=== WHAT YOU SHOULD DO ===
The answer must consist of every line in the data below that holds the word "side".

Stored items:
■ ■ ■
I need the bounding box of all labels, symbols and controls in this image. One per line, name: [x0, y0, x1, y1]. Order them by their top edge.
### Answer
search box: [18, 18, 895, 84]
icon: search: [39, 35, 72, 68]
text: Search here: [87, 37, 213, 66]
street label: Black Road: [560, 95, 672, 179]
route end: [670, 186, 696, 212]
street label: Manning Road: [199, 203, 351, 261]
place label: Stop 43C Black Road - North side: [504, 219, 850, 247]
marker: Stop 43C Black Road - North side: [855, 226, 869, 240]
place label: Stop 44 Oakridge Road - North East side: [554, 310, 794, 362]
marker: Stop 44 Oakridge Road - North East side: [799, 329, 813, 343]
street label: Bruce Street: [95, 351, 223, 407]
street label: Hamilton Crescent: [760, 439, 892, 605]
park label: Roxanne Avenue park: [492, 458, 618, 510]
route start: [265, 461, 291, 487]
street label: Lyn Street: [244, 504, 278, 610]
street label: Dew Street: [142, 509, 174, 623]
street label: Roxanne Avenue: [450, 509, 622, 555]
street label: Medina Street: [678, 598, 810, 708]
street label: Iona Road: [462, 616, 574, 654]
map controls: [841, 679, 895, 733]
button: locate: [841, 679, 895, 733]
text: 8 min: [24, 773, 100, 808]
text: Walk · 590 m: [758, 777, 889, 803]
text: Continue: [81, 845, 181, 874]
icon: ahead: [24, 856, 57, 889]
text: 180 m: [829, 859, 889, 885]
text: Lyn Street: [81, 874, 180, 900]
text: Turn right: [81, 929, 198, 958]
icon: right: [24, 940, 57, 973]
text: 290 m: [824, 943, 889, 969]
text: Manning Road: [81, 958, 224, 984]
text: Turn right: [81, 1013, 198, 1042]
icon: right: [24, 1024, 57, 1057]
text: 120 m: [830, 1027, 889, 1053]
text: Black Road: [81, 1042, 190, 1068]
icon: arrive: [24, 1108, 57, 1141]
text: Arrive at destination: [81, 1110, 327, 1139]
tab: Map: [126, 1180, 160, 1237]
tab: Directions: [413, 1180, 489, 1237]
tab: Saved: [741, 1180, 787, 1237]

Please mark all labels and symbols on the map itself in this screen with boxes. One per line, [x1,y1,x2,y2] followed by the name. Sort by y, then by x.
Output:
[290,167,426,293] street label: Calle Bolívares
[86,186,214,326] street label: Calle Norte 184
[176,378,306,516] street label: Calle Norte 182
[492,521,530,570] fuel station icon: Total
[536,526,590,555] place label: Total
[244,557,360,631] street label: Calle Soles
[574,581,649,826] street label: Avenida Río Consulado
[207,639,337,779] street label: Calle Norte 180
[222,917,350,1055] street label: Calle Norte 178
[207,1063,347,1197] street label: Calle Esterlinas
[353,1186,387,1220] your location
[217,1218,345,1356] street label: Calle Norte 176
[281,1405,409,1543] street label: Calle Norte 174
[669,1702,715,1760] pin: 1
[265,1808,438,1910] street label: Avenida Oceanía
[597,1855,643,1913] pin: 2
■ ■ ■
=== TASK RESPONSE ===
place label: Stop 43C Black Road - North side: [504, 219, 850, 247]
marker: Stop 43C Black Road - North side: [855, 226, 869, 240]
place label: Stop 44 Oakridge Road - North East side: [554, 310, 794, 362]
marker: Stop 44 Oakridge Road - North East side: [799, 329, 813, 343]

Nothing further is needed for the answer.